The ‘friends’ in Susan Brown and Friends are a group of talented musicians and songwriters who are primarily from the Abingdon area. Susan’s husband Mike plays mandolin and fiddle with Claiborne Woodall on guitar, Joe Dinkins on Dobro and banjo, and Dave Reimer on bass. Their solitary CD release features great originals from the three. From the pen of Mike Brown came Coal Town, Simple Girl and When It Rains. Joe Dinkins contributed Fever of The Road and Claiborne Woodall is the writer of the project’s only instrumental, Welcome To Damascus.  Mike Brown’s Coal Town was included in the Crooked Road’s CD compilation, Music from the Crooked Road.
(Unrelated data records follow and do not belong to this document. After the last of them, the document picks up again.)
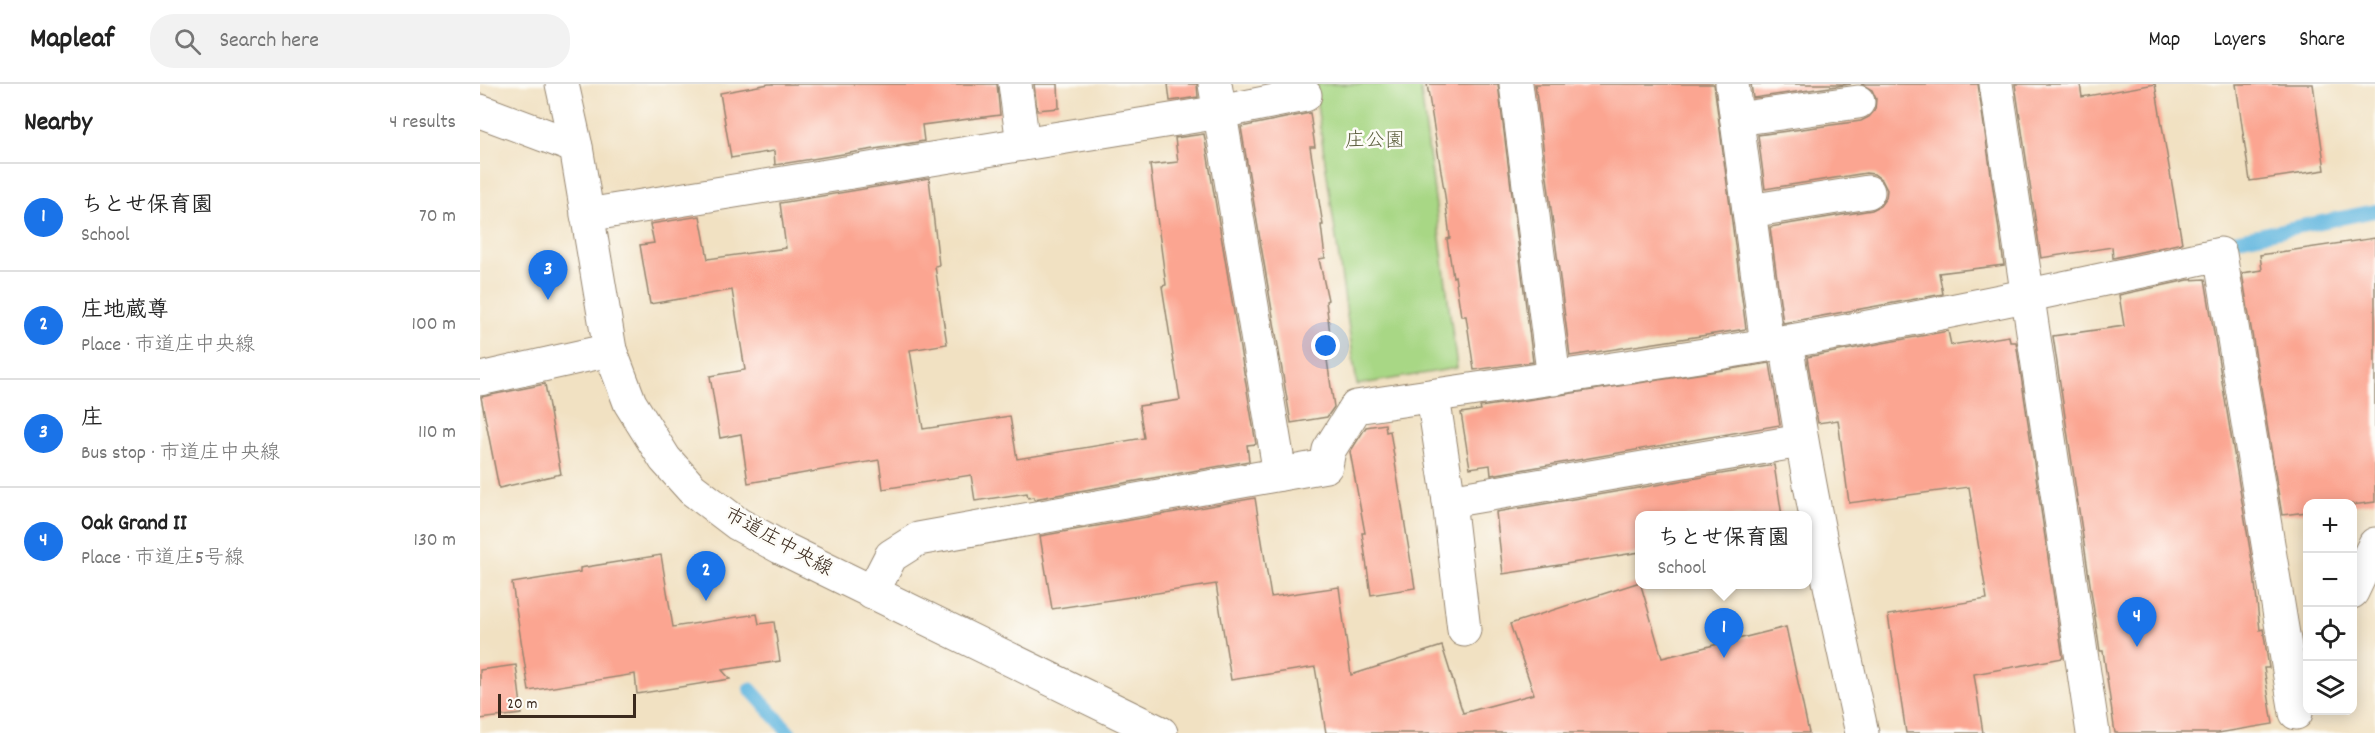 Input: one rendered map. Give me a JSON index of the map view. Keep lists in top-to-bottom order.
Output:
{
  "streets": {
    "street": ["市道庄中央線"]
  },
  "parks": ["庄公園"],
  "scale_bar": "20 m",
  "page": {
    "header": "Mapleaf",
    "search": "Search here",
    "nav": ["Map", "Layers", "Share"],
    "heading": ["Nearby", "4 results"],
    "list": [
      {
        "mark": "1",
        "name": "ちとせ保育園",
        "note": "School",
        "value": "70 m"
      },
      {
        "mark": "2",
        "name": "庄地蔵尊",
        "note": "Place · 市道庄中央線",
        "value": "100 m"
      },
      {
        "mark": "3",
        "name": "庄",
        "note": "Bus stop · 市道庄中央線",
        "value": "110 m"
      },
      {
        "mark": "4",
        "name": "Oak Grand II",
        "note": "Place · 市道庄5号線",
        "value": "130 m"
      }
    ],
    "pins": [
      "3",
      "2",
      "4",
      "1"
    ],
    "map_buttons": ["+", "−"],
    "popup": ["ちとせ保育園", "School"],
    "scale": "20 m"
  }
} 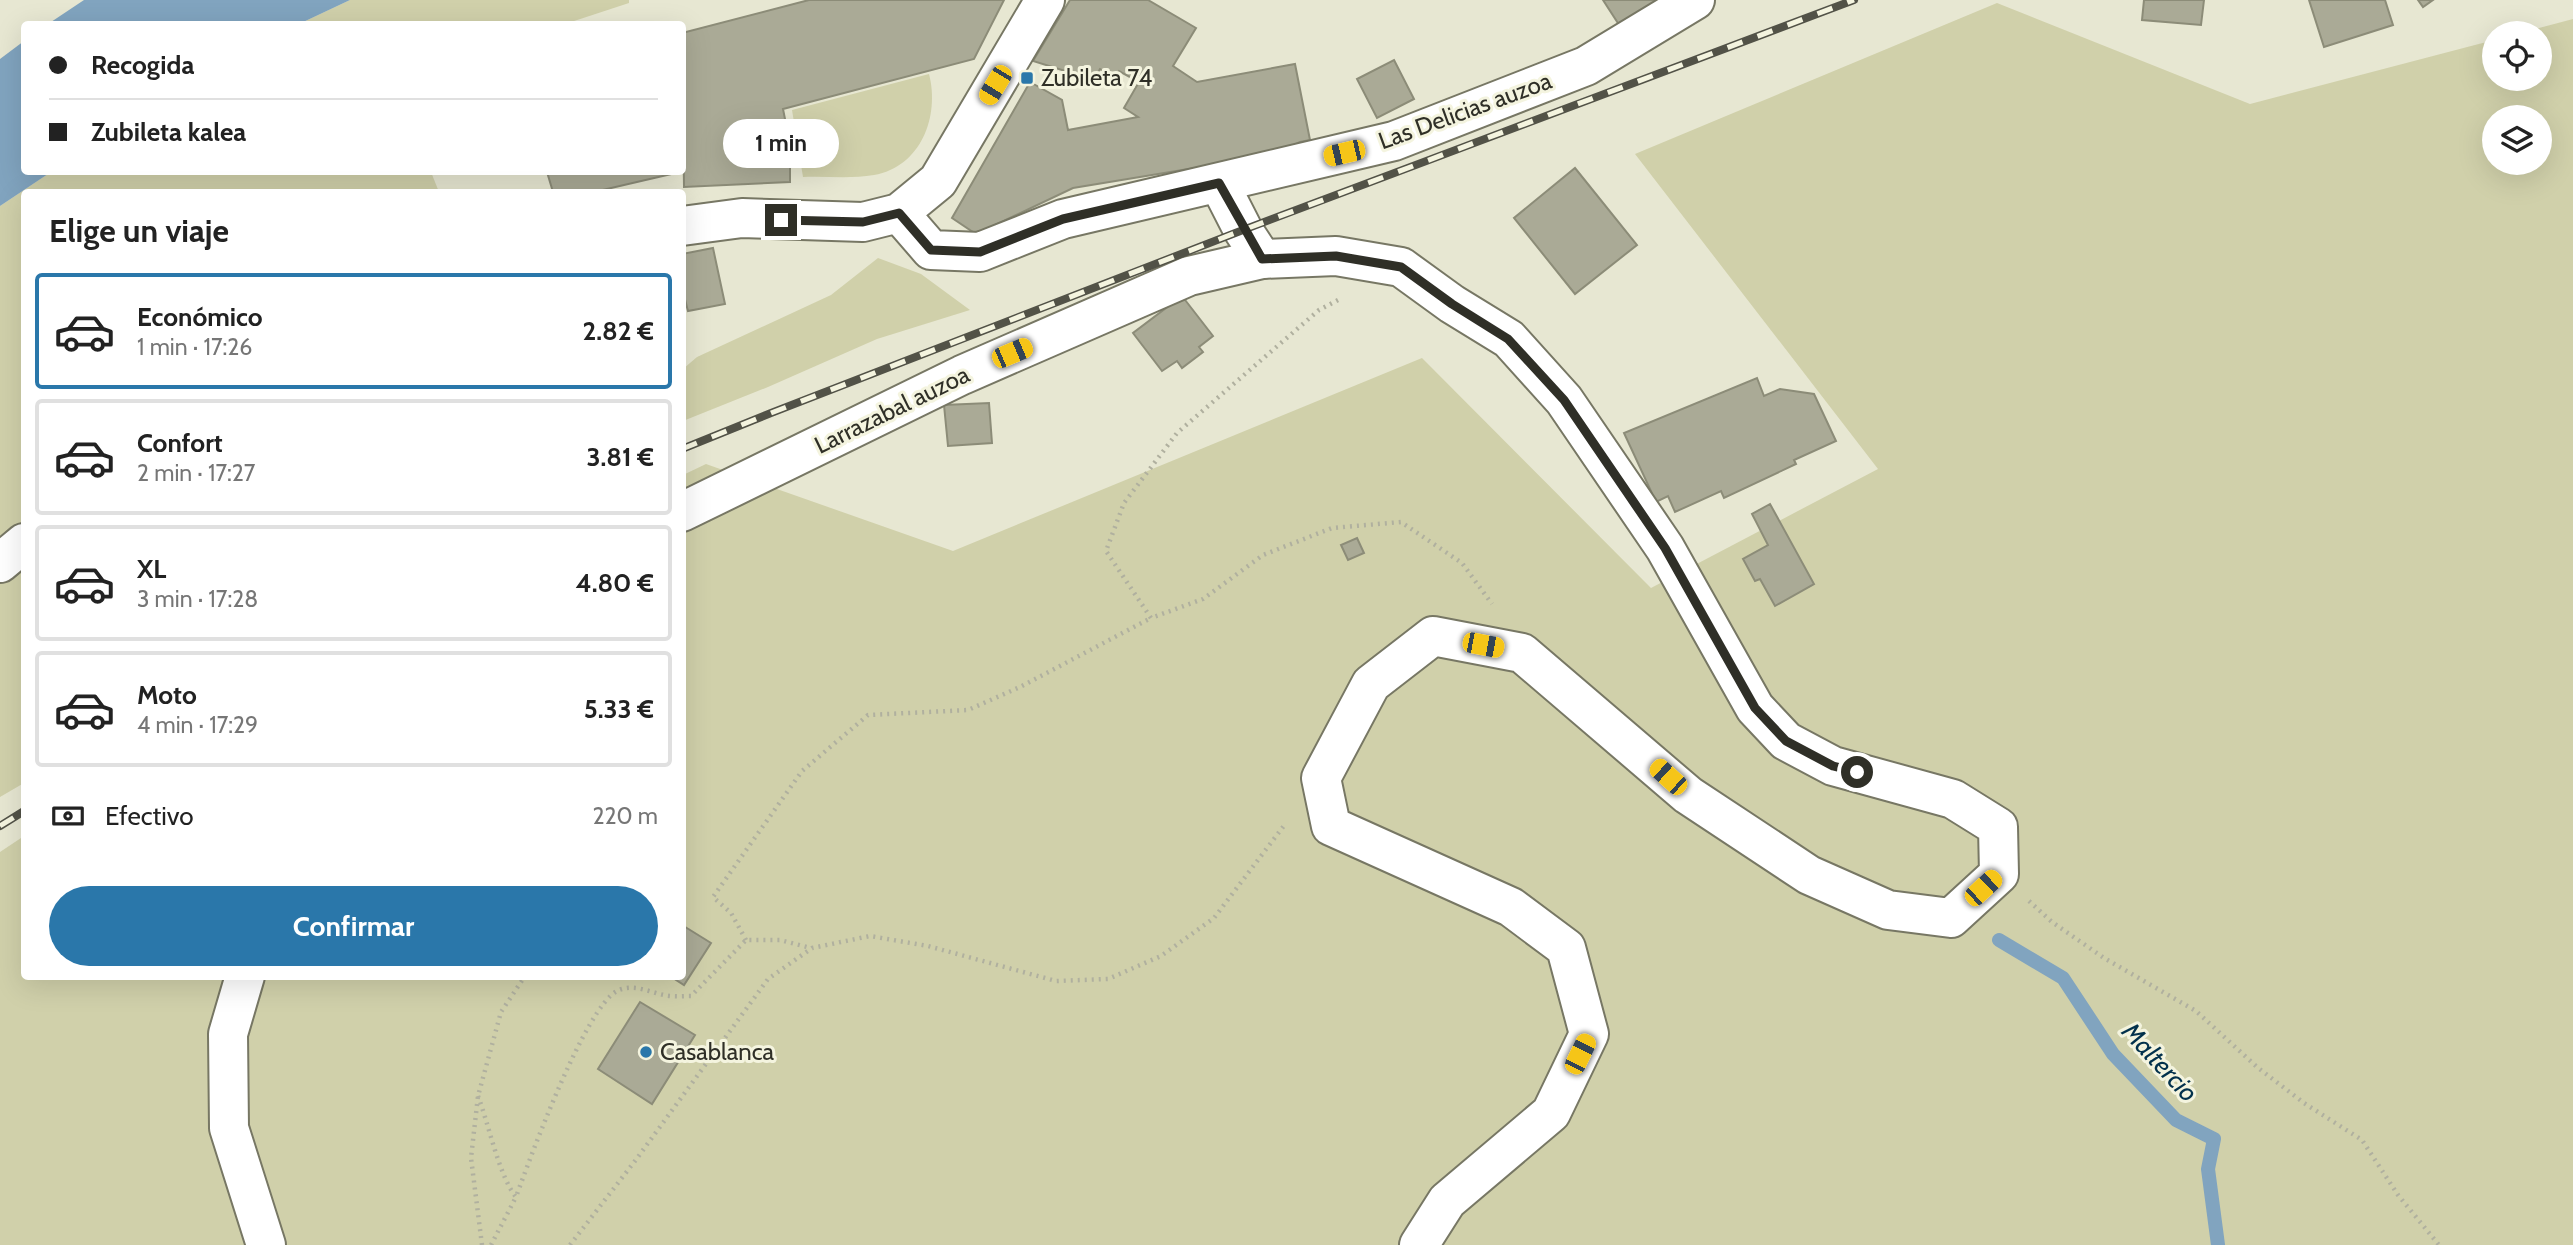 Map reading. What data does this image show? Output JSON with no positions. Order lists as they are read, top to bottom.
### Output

Take the band’s great original material and mix in a rockin’ version of Shel Silverstein’s Marie Laveau and popular songs like Glen Campbell’s classic, Wichita Lineman and you’ll quickly recognize that the band’s live shows span the musical spectrum from bluegrass to jazz and swing standards with Joe Dinkins switching over to play some great jazz guitar while Mike remains on fiddle for the standards and jazz sets.

In an interview with LocalGrass Radio, Susan Brown stated that the band is happy playing locally and prefers to stay close to home where family and work keep them busy when they’re not playing their own brand of acoustic music. Their self produced CD can be purchased directly from Susan Brown and Friends at one of their shows. They stay busy in and around Abingdon at the local coffee shops and farmers markets, and as well are popular at Bristol’s Rhythm & Roots Reunion, held each year in September.

The band doesn’t feel the need to maintain a web site but they do have a presence on Facebook where you can check their schedule and on MySpace where you can sample their music.

You can contact Susan Brown at 276-676-2195.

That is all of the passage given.